We may be seeing the result of this effort in television commercials featuring Alaskans who social workers at the H&SS want to encourage to live more healthy lifestyles by eating and drinking less sugar, smoking less, drinking less alcohol, and engaging in healthy pre-natal practices. This “Social Engineering” is necessary because our public education systems are derelict.

Our neighbors to the west, in the former Soviet Union, addressed similar efforts through Five-Year Plans:

Five-Year Plans, were a method of planning economic growth over limited periods, through the use of quotas, used first in the Soviet Union and later in other socialist states. In the Soviet Union, the first Five-Year Plan (1928–32), implemented by Joseph Stalin, concentrated on developing heavy industry and collectivizing agriculture, at the cost of a drastic fall in consumer goods. The second plan (1933–37) continued the objectives of the first. Collectivization led to terrible famines, especially in the Ukraine, that caused the deaths of millions. The third (1938–42) emphasized the production of armaments. The fourth (1946–53) again stressed heavy industry and military buildup, angering the Western powers. In China, the first Five-Year Plan (1953–57) stressed rapid industrial development, with Soviet assistance; it proved highly successful. Shortly after the second plan began in 1958, the Great Leap Forward was announced; its goals conflicted with the five-year plan, leading to failure and the withdrawal of Soviet aid in 1960.2

From an Alaskan’s point of view, we should not want to repeat the mistakes of our neighbor but rather engage the power of our capitalist economic system to assure high production of food in Alaska. So, the part of this report that is relevant to Food Security is about Production.

Farm Characteristics

For a young state Alaska has been in the business of agriculture for a long time. The 1959 Census of Agriculture included information for 1900, when it documented 159 acres of land in farms. But that acreage increased rapidly in the next four decades and in the Census of 1939 was 1,775,752.9 In Table 3.1, we present data from the Census of Agriculture for 1997, 2002, and 2007. In 2007, Alaska had 881,585 acres, or two-tenths of a percent of the state’s total land area, as farmland. Fifty-nine percent of Alaska farms have less than 100 acres of farmland, with 23 percent of Alaska farms between 100 and 499 acres. This means that 82 percent of all Alaska farms are on less than 500 acres. 

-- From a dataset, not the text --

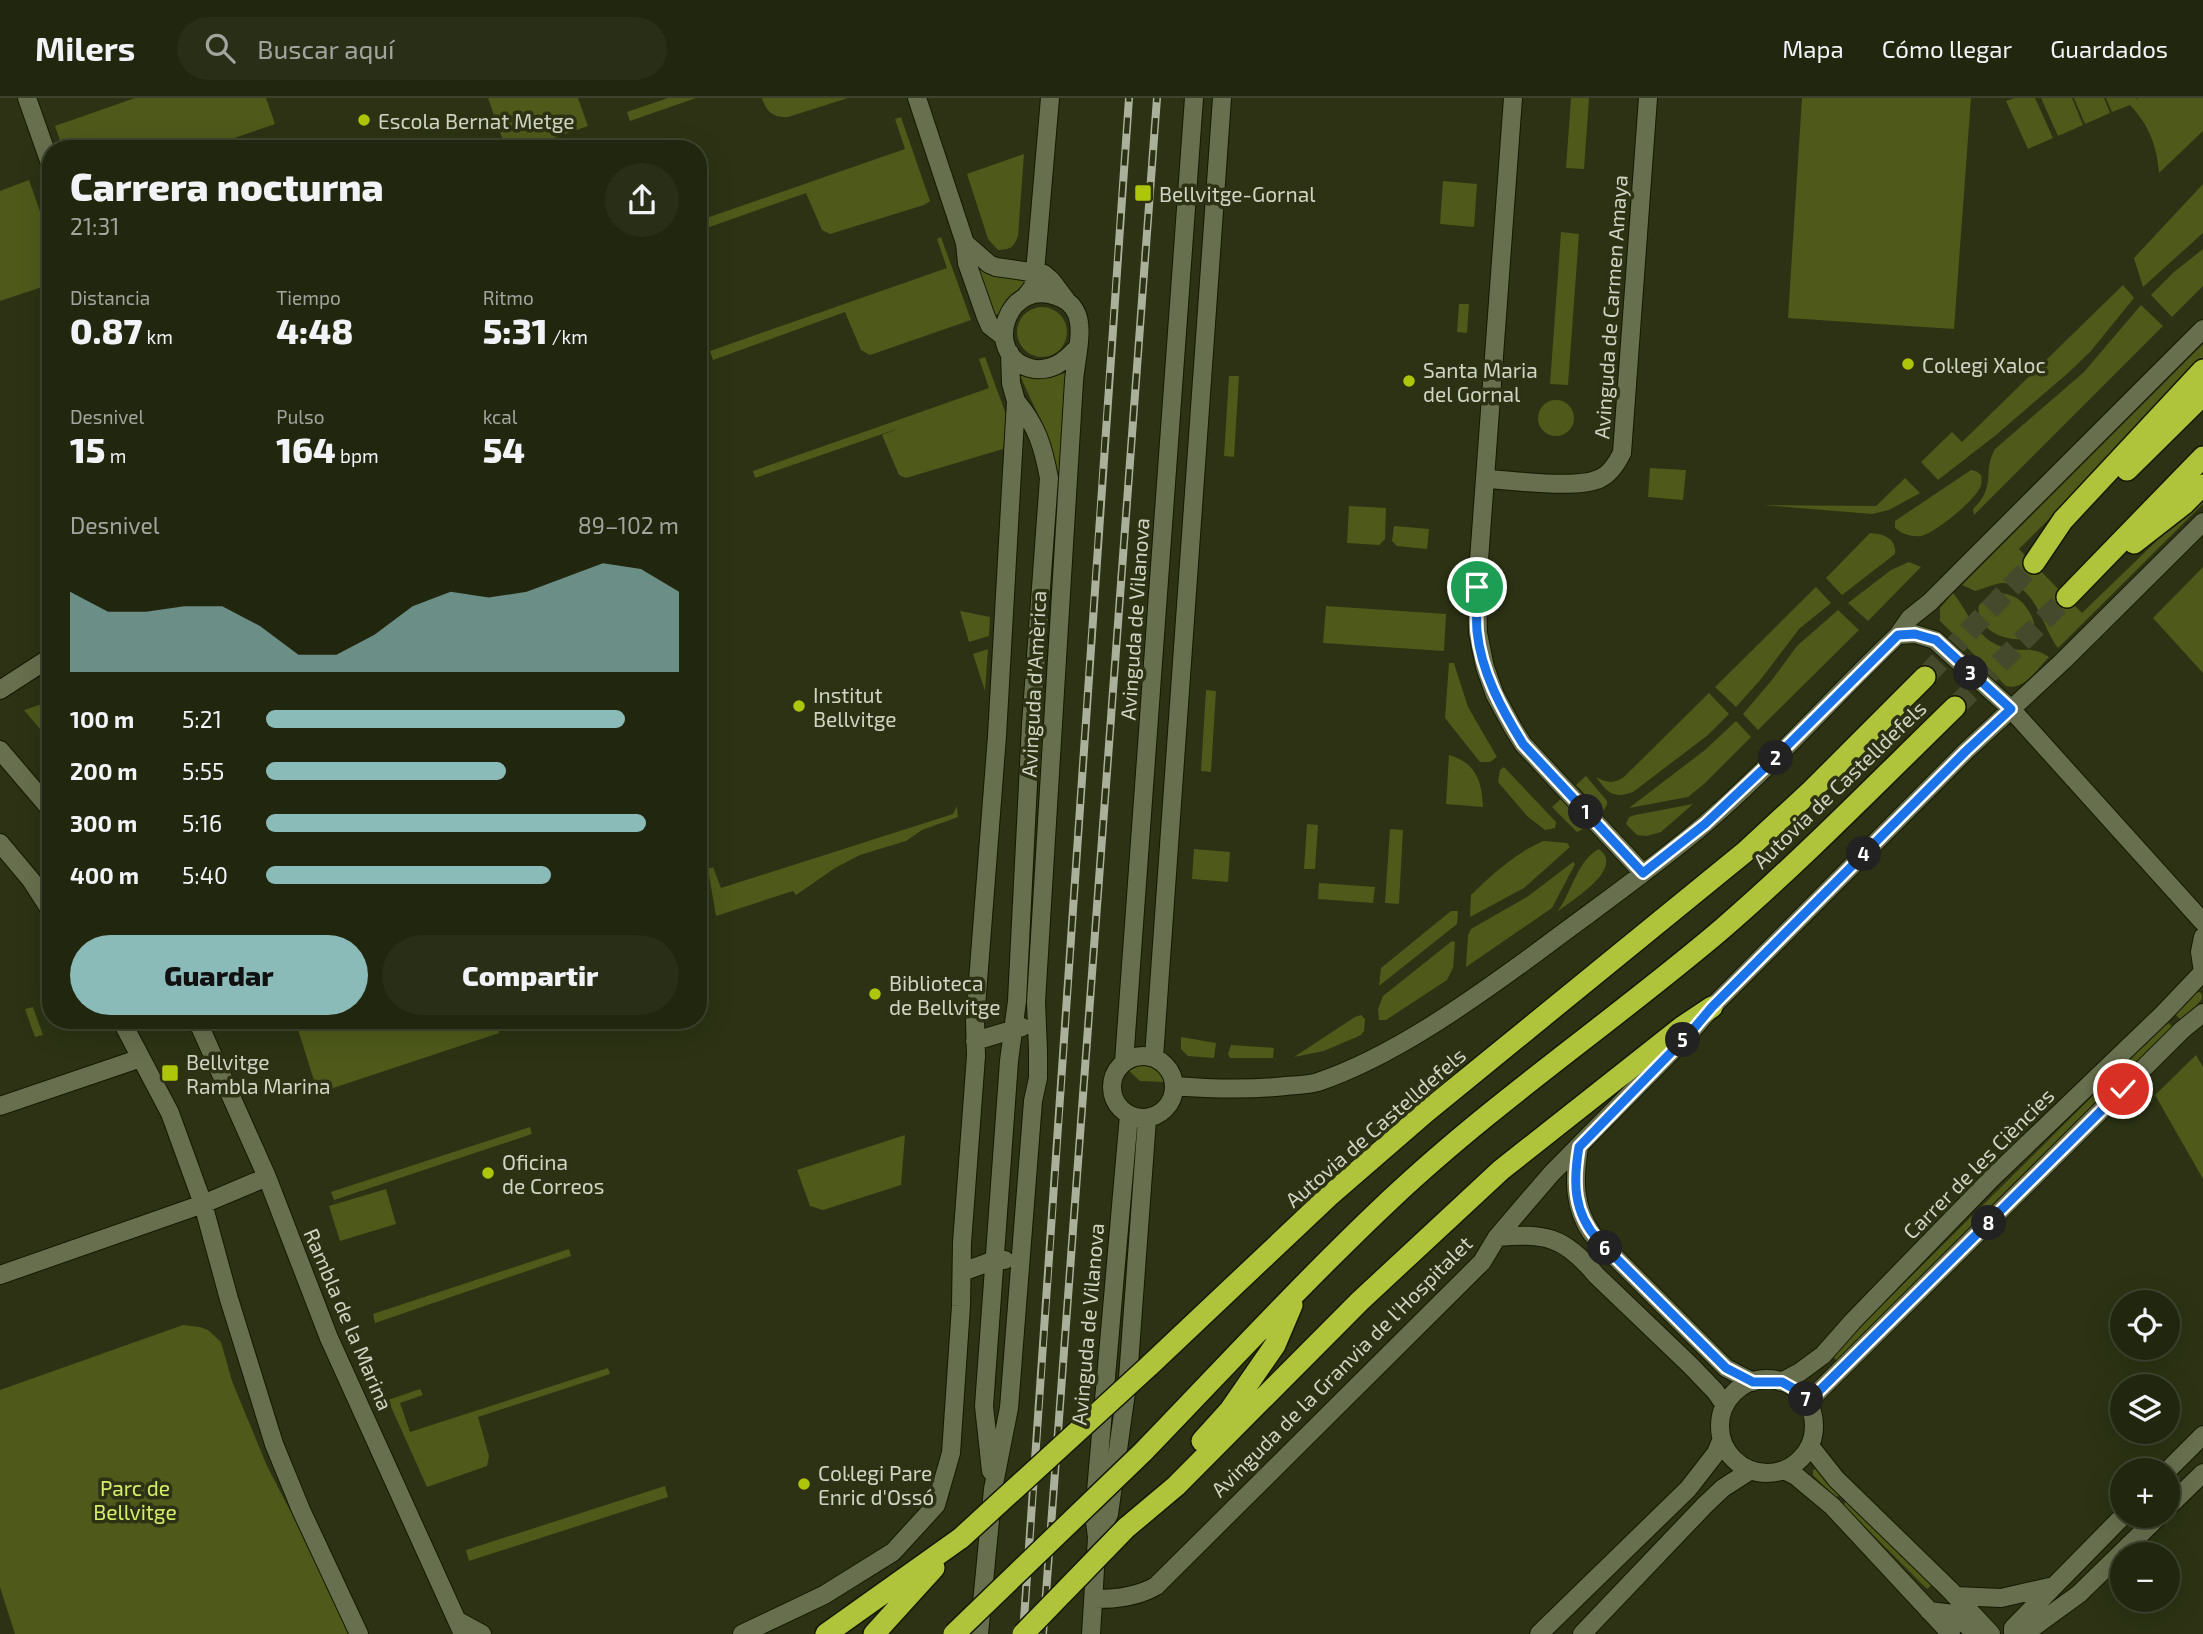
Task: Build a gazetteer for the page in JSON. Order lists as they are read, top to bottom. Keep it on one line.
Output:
{"streets":{"highway":["Autovia de Castelldefels"],"street":["Avinguda de Carmen Amaya","Avinguda de Vilanova","Avinguda d'Amèrica","Carrer de les Ciències","Rambla de la Marina","Avinguda de la Granvia de l'Hospitalet"]},"crossings":[["Avinguda de Vilanova","Avinguda de la Granvia de l'Hospitalet"]],"parks":["Parc de Bellvitge"],"places":{"other":["Escola Bernat Metge","Col·legi Xaloc","Santa Maria del Gornal","Institut Bellvitge","Biblioteca de Bellvitge","Oficina de Correos","Col·legi Pare Enric d'Ossó"],"transit":["Bellvitge-Gornal","Bellvitge Rambla Marina"]},"page":{"header":"Milers","search":"Buscar aquí","nav":["Mapa","Cómo llegar","Guardados"],"heading":["Carrera nocturna","21:31"],"stats":[["Distancia","0.87 km"],["Tiempo","4:48"],["Ritmo","5:31 /km"],["Desnivel","15 m"],["Pulso","164 bpm"],["kcal","54"]],"chart":["Desnivel","89–102 m"],"pins":["3","2","1","4","5","8","6","7"],"list":[{"name":"100 m","note":"5:21"},{"name":"200 m","note":"5:55"},{"name":"300 m","note":"5:16"},{"name":"400 m","note":"5:40"}],"buttons":["Guardar","Compartir"],"map_buttons":["+","−"]}}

Over the time period from 1997 to 2007, the amount of farmlands in Alaska has increased by one-tenth of one percent. The size of farms has decreased overall, with farms less than 100 acres increasing by more than 30 percent. With the exception of farms 500 to 999 acres (-8%), other categories of farm size decreased by more than 25 percent. The trend is showing a shift toward smaller farms, with most farms less than 100 acres in size in 2007.3



The trend was going in the wrong direction in 2007 with smaller farms struggling to produce whatever they can eek out in small plots, as might be expected in a Soviet style system.

From the report:

Farm financial indicators

The farm financial indicators of crop-production employment earnings and net income both increased slightly. Farm employment and wages increased by the end of the five-year period from 2006 to 2010, but in the intervening years there were fluctuations. (See Table 3.3). 

 


We have a stagnant Agriculture sector. The state has used oil revenues to dabble in agriculture with poor results, and it will be up to policymakers to change how Ag Land is provided if we are to increase production, according to Greg Giannulis, owner of Mike’s Quality Meats and Mt. McKinley Meats and Sausage:  “Northern Canada has the same weather as Alaska and they raise many cattle there, on 10- 20- 50-thousand acre plots,” Giannulis explained. “Alaska government provides only 600-acres for Ag Land and that keeps the price of meat higher. It is not commercially viable to raise meat here at this level.”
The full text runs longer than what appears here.